Cape Fisterra and its lighthouse, on a headland just outside the town, has been the final destination for pilgrims walking the Camino de Santiago for many centuries, completing the so-called Camino Finisterre.
Fisterra: The End of World
The Romans gave this town the name of ‘Finis Terrae’, meaning Land’s End or The End of the World, as they believed this point to be the most Western corner of their vast Empire.
After the discovery of the tomb of Saint James in the Middle Ages, pilgrims on the Way to Santiago started arriving in Fisterra to worship an image of Sacred Christ and see the ‘End of the World’.

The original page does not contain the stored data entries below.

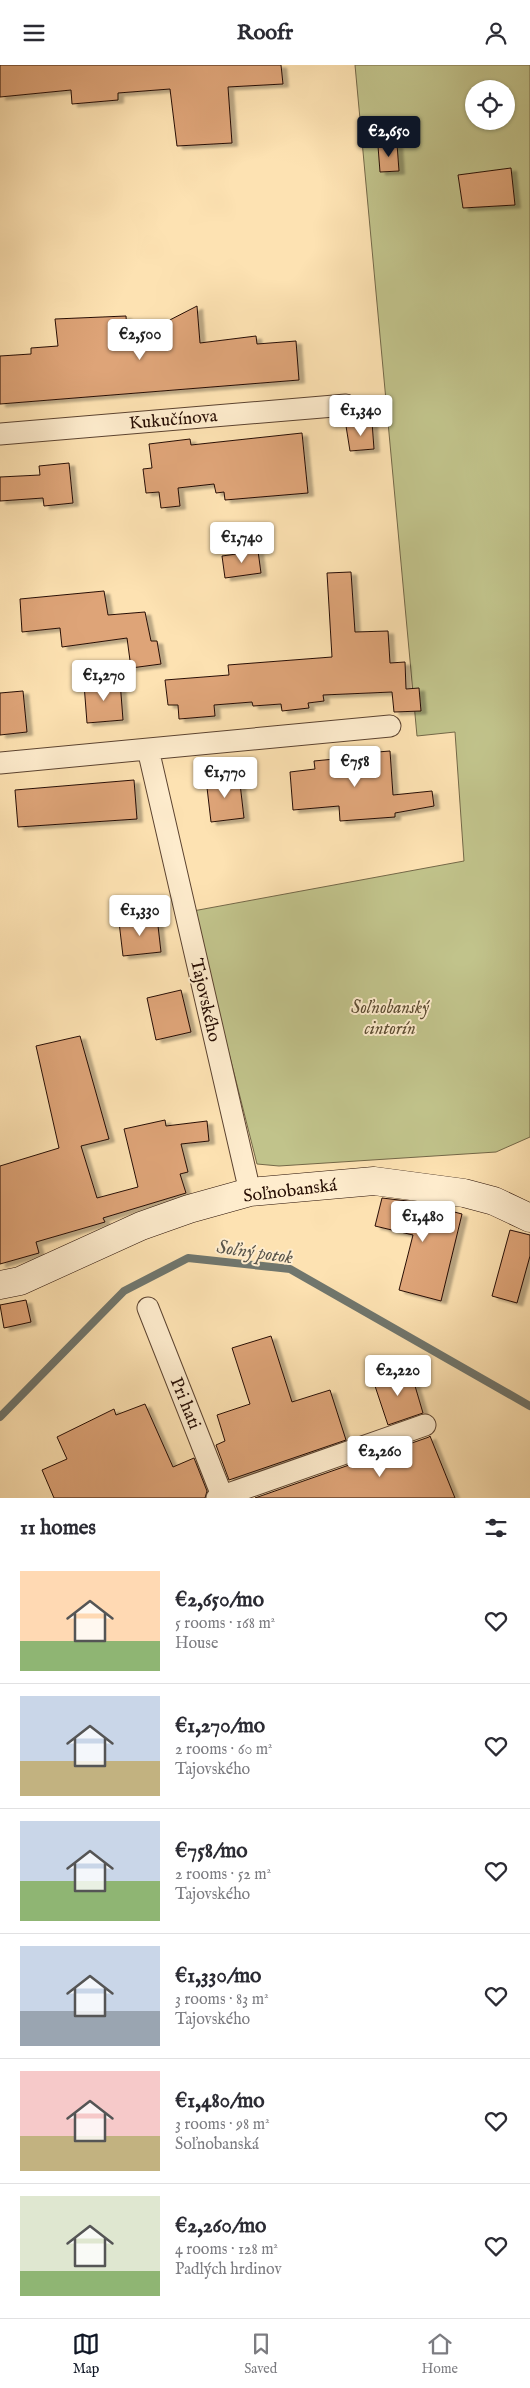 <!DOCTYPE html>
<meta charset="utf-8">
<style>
:root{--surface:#fff;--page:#f7f7f7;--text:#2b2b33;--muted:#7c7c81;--line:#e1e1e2;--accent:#111827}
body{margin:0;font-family:"IM FELL English",serif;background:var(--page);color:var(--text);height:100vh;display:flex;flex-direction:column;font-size:19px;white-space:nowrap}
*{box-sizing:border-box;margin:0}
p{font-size:16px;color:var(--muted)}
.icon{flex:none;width:28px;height:28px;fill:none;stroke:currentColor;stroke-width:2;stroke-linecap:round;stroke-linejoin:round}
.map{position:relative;height:1433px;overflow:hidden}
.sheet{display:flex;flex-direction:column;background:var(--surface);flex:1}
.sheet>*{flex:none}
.fabs{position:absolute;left:465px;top:15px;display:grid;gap:10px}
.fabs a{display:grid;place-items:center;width:50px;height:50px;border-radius:50%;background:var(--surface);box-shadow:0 1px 4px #0004;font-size:25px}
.price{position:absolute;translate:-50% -42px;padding:0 11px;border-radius:5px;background:#fff;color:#222;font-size:16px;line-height:32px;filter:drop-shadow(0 1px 2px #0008)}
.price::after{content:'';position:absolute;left:50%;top:30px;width:15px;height:11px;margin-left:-8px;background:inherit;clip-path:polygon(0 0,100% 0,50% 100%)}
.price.active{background:var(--accent);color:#fff}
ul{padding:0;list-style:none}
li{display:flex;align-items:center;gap:15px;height:125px;padding:0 20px}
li+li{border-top:1px solid var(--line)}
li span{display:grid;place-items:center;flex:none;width:140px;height:100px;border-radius:0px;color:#555}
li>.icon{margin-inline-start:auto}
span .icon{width:60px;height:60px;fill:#fffc;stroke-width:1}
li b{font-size:21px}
h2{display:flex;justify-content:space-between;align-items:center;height:60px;padding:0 20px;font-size:21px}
header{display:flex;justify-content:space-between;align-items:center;height:65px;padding:0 20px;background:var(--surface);font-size:22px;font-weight:800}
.tab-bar{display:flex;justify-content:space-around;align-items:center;height:70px;border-top:1px solid var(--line);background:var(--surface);font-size:14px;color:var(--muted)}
.tab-bar a{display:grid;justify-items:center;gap:2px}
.tab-bar .active{color:var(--accent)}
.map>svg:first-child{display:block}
.green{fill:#c1c38b;stroke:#746848;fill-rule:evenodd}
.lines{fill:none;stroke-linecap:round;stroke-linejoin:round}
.stream{stroke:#70766d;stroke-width:8}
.building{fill:#dea478;stroke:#270e04;filter:url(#shadow)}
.street-casing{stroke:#5c4330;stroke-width:23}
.secondary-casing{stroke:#270e04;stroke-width:29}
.street{stroke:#feeccd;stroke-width:21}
.secondary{stroke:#feeccd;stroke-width:28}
.labels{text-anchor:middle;stroke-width:4;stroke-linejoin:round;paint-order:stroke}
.street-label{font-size:18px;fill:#270e04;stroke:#feeccd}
.park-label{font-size:18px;font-style:italic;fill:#5d4d33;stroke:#feeccd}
.water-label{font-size:19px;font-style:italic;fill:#58544a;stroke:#feeccd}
</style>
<header><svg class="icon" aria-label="menu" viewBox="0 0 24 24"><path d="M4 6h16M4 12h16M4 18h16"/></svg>Roofr<svg class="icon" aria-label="person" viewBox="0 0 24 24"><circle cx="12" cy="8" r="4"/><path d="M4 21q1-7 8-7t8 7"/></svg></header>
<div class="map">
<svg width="530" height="1433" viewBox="0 0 530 1433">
<defs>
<filter id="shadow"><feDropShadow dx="5.5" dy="3" stdDeviation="1" flood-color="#0004"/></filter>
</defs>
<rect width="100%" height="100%" fill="#fde2b2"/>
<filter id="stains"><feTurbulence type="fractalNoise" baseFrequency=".004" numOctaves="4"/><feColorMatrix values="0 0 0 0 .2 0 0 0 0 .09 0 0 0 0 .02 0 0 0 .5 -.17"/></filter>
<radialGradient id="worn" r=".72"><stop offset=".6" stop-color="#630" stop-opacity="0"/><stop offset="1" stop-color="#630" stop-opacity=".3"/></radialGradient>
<!-- green -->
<path class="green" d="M355,0h175v1072l-34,15 -217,14 -22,-2 -64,-253 271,-50 -9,-129 -38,4zM474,24h32v32h-32z"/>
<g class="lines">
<!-- stream -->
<path class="stream" d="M0,1352l124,-126 64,-33 102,11 240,137"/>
</g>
<!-- building -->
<path class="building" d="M0,0h281l2,19 -55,3 4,56 -55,3 -7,-57 -52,4v7l-46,4 -1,-14 -71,7z
M397,79l2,27 -19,1 -2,-26z
M511,103l4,37 -52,3 -5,-33z
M197,241l3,37 56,-7 1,8 39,-3 3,39 -299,24v-48l31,-2v-6l27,-2 -3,-27 71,-3 1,15 35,-7z
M372,357l2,27 -24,2 -4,-25z
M302,368l6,60 -83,7 -1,-8 -8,1 -2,-9 -36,4 2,18 -19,2 -2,-16 -13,1 -3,-24 9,-1 -3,-24 41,-5 1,6z
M69,398l4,40 -29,3 -1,-8 -43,3v-24l40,-2 -1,-9z
M258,486l3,22 -36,5 -3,-22z
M351,507l4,60 33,-1 2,32 15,-1 1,27 13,-1 2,23 -27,1 -2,-20 -69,3 1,6 -16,2 1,5 -27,3 -1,-7 -28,2 -1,-4 -38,3 1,11 -36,3 -1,-14h-10l-3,-25 64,-5 -1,-10 104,-8 -5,-84z
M104,526l4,24 37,-3 6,29h6l4,23 -30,4 -4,-30 -65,9 -2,-19 -38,4 -2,-33z
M120,616l3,39 -36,3 -3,-39z
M23,626l4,41 -27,3v-42z
M390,686l3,44 39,-4 2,15 -39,7v4l-55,4 -1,-15 -46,4 -3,-38 25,-3 -1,-8 52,-5 -1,-3z
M239,710l5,43 -33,4 -5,-43z
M134,715l3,39 -119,8 -3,-37z
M157,852l4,35 -38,4 -4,-34z
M181,925l10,42 -35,8 -9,-42z
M80,971l29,103 -28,7 16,52 41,-11 -14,-58 41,-9 1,6 41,-5 2,20 -28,3 7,28 -8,2 6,19 -83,25 2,4 -69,20 3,11 -39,11v-98l59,-18 -23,-102z
M382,1133l34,4 46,12 -21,87 -42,-11 14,-55 -38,-9z
M510,1165l20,5v21l-13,47 -25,-7z
M26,1235l5,22 -27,6 -4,-23z
M271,1271l21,66 38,-12 16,50 -117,40 -13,-35 9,-4 -8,-26 33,-11 -18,-56z
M410,1304l13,44 -35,12 -15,-45z
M145,1339l28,63 21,-9 13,33 -2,7h-151l-12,-28 25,-11 -10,-22 57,-28 2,6z
M430,1371l25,62h-200l174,-61z"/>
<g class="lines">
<!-- street casing -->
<g class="street-casing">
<path id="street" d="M0,369l346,-29
M148,684l102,443
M0,698l390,-37
M148,1243l75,190
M217,1433l208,-73"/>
</g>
<!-- secondary casing -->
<g class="secondary-casing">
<path id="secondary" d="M0,1220l20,-4 121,-55 48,-17 61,-17 124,-11 90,12 30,8 36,17"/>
</g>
<!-- street -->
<use href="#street" class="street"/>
<!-- secondary -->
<use href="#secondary" class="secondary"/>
</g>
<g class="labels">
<!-- street labels -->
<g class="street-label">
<text transform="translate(173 354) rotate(-5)" y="6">Kukučínova</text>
<text transform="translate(206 935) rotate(77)" y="6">Tajovského</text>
<text transform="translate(290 1125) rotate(-7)" y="6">Soľnobanská</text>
<text transform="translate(186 1338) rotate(68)" y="6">Pri hati</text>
</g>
<!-- park labels -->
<g class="park-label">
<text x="390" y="948">Soľnobanský<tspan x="390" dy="21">cintorín</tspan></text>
</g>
<!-- water labels -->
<g class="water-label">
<text transform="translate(255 1186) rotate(8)" y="7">Soľný potok</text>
</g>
</g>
<rect width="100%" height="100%" filter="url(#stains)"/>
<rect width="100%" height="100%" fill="url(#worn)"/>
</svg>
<div class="fabs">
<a><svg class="icon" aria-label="locate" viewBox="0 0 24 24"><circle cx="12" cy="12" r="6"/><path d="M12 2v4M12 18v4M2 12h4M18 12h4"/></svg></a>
</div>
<b class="price active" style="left:389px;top:93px">€2,650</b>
<b class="price" style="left:140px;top:296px">€2,500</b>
<b class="price" style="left:361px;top:372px">€1,340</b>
<b class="price" style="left:242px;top:499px">€1,740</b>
<b class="price" style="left:104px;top:637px">€1,270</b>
<b class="price" style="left:355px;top:723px">€758</b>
<b class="price" style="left:225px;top:734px">€1,770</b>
<b class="price" style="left:140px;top:872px">€1,330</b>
<b class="price" style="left:423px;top:1178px">€1,480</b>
<b class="price" style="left:398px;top:1332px">€2,220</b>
<b class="price" style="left:380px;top:1413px">€2,260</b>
</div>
<section class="sheet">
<h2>11 homes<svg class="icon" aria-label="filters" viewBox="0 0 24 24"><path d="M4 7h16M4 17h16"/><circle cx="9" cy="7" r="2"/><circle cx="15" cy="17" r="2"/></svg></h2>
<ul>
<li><span style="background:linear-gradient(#ffd9b3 70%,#8fb573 0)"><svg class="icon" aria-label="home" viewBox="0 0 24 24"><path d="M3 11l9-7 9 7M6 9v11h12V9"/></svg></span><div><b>€2,650/mo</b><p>5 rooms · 168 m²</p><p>House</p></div><svg class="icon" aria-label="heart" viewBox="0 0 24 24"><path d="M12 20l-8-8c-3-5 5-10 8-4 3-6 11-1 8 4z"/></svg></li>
<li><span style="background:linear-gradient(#c9d6e8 65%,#c2b280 0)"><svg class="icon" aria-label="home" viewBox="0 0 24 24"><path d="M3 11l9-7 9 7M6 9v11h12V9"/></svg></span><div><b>€1,270/mo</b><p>2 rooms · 60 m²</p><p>Tajovského</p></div><svg class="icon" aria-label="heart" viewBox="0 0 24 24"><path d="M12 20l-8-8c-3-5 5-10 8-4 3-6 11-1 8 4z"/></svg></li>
<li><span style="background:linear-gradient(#c9d6e8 60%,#8fb573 0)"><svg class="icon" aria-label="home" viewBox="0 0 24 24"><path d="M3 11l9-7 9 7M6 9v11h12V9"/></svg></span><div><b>€758/mo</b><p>2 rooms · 52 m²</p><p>Tajovského</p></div><svg class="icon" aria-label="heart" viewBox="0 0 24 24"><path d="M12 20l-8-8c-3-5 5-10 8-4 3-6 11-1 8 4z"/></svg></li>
<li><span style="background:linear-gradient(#c9d6e8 65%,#9aa5b1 0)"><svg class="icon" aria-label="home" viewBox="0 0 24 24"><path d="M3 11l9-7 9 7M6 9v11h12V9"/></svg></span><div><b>€1,330/mo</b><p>3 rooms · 83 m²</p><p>Tajovského</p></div><svg class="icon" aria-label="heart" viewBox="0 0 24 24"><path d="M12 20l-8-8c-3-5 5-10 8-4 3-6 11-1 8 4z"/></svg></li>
<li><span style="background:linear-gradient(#f6c9c9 65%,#c2b280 0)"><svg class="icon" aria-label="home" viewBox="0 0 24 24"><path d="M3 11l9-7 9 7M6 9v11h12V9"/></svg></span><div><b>€1,480/mo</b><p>3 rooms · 98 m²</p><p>Soľnobanská</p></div><svg class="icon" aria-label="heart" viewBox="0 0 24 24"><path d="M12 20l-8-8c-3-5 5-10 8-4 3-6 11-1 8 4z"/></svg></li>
<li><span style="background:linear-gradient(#dfe7d0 75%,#8fb573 0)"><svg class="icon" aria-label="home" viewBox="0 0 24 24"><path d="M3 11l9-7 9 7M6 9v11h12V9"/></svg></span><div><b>€2,260/mo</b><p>4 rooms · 128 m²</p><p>Padlých hrdinov</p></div><svg class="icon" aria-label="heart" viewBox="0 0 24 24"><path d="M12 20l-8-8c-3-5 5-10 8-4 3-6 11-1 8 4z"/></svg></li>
</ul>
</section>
<nav class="tab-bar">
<a class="active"><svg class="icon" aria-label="map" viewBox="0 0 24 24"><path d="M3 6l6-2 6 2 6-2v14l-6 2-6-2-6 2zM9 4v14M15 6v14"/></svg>Map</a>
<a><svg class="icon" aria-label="saved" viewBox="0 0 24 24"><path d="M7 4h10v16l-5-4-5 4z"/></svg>Saved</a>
<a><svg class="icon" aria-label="home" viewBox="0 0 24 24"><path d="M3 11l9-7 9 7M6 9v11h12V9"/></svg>Home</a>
</nav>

Since then, many pilgrims have walked this last stretch of the Camino after reaching Santiago.
Pilgrims often burn some of their clothes or walking shoes at Cape Fisterra, overlooking the Atlantic, almost as a ritual of purification or just as a symbolic end to their long journey. Although this practice has attracted many critics in recent times, for its obvious environmental risks.
But the Romans weren’t the only ones to be captivated by Fisterra’s privileged location over the Atlantic and its magical sunsets (the sinking sun).
The Costa da Morte (Coast of Death)
The ‘End of the World’ on the mythical and dangerous Costa da Morte (Coast of Death) was also believed to be home to Ara Solis, an ancient altar dedicated to sun-worshiping; some say created by the Phoenicians, some say by Celtic tribes.
It is also here that pre-Christian communities believed the Land of the Living touched the Land of the Death.
Religion, maritime traditions, and pagan beliefs often mix in with the folklore of Fisterra and the Costa da Morte, resulting in a rich collection of interesting local stories, legends, and myths.
Myths and Legends of Fisterra
For instance, many large rocks in this region have been attributed ‘special powers’ over the centuries, some are called ‘holy stones’ others ‘rocking stones’ or ‘oscillating stones’. The most high-profile rock is probably the ‘Pedra de Abalar’ in Muxia.
Legend has it this rocking stone was the ‘stone boat’ that carried the Virgin Mary on her way to Galicia to visit Saint James; others claim this is just another of the many stones being worshiped along the Costa da Morte since pre-Christian times.
Some of the powers attributed to the stone include being able to determine if someone is guilty or not in the case of serious crimes, but also if the stone rocks or makes noise without human intervention this should be considered a warning that a shipwreck or other bad event is going to happen in the locality.
Many more rocks around Fisterra and the Costa da Morte are considered by the locals to have curative powers.
Legends, myths, or beauty, there is plenty to be captivated by in Fisterra and the Costa da Morte.
Despite being one of the most dangerous stretches of the coast for navigation (hence its name), the Costa da Morte is also home to some of the most stunning and pristine beaches; as well as mesmerizing sunsets right at the End of the World.